> What is expected
Restate the listing below word for word; no pictures belong in the copy.

■ ■ ■ ■ ■

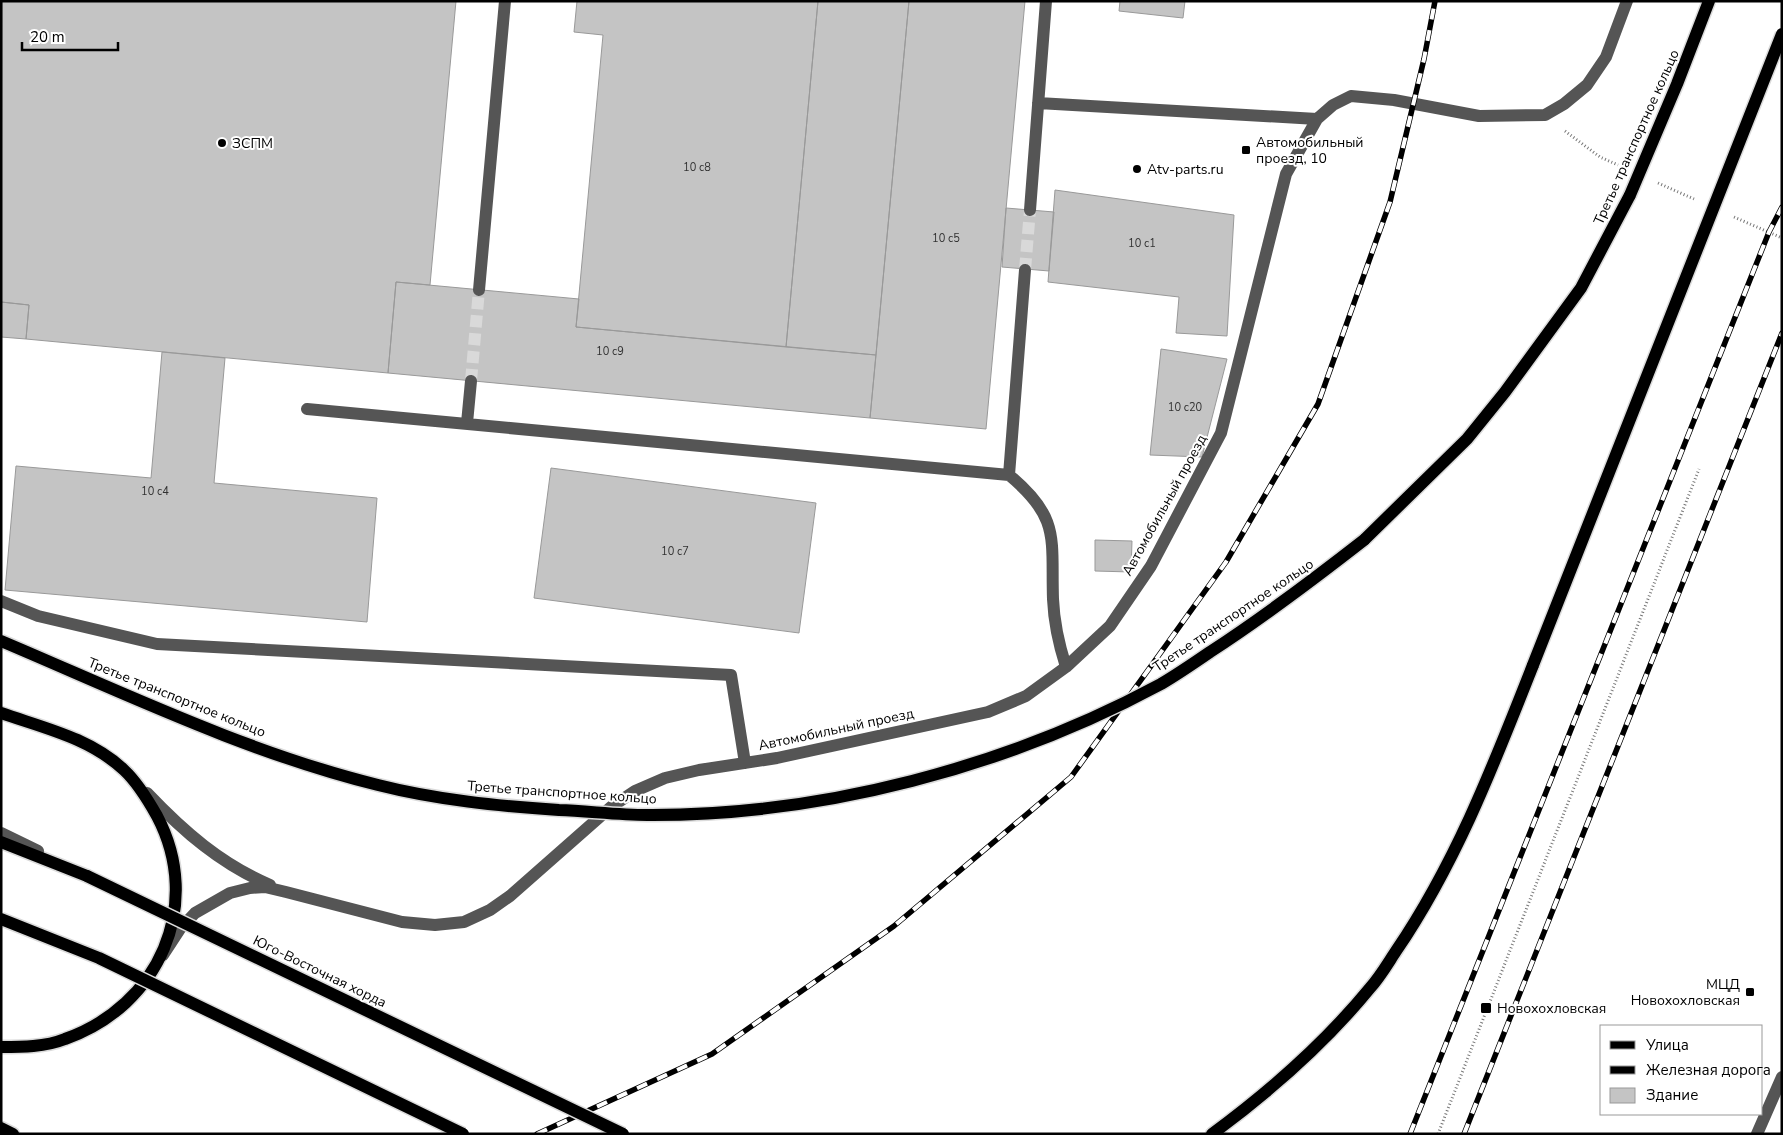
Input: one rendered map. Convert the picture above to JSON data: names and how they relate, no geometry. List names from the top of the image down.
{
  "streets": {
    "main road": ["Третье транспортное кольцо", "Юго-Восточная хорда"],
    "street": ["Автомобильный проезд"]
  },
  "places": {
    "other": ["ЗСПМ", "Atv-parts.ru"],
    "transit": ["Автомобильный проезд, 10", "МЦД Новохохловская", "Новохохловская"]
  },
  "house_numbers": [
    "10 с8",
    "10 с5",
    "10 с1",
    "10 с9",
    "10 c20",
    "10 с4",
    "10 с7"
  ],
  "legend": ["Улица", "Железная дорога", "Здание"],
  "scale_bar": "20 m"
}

■ ■ ■ ■ ■

> Response box
Input: one rendered map. Convert the picture above to JSON data: names and how they relate, no geometry. List names from the top of the image down.
{
  "streets": {
    "main road": ["Третье транспортное кольцо", "Юго-Восточная хорда"],
    "street": ["Автомобильный проезд"]
  },
  "places": {
    "other": ["ЗСПМ", "Atv-parts.ru"],
    "transit": ["Автомобильный проезд, 10", "МЦД Новохохловская", "Новохохловская"]
  },
  "house_numbers": [
    "10 с8",
    "10 с5",
    "10 с1",
    "10 с9",
    "10 c20",
    "10 с4",
    "10 с7"
  ],
  "legend": ["Улица", "Железная дорога", "Здание"],
  "scale_bar": "20 m"
}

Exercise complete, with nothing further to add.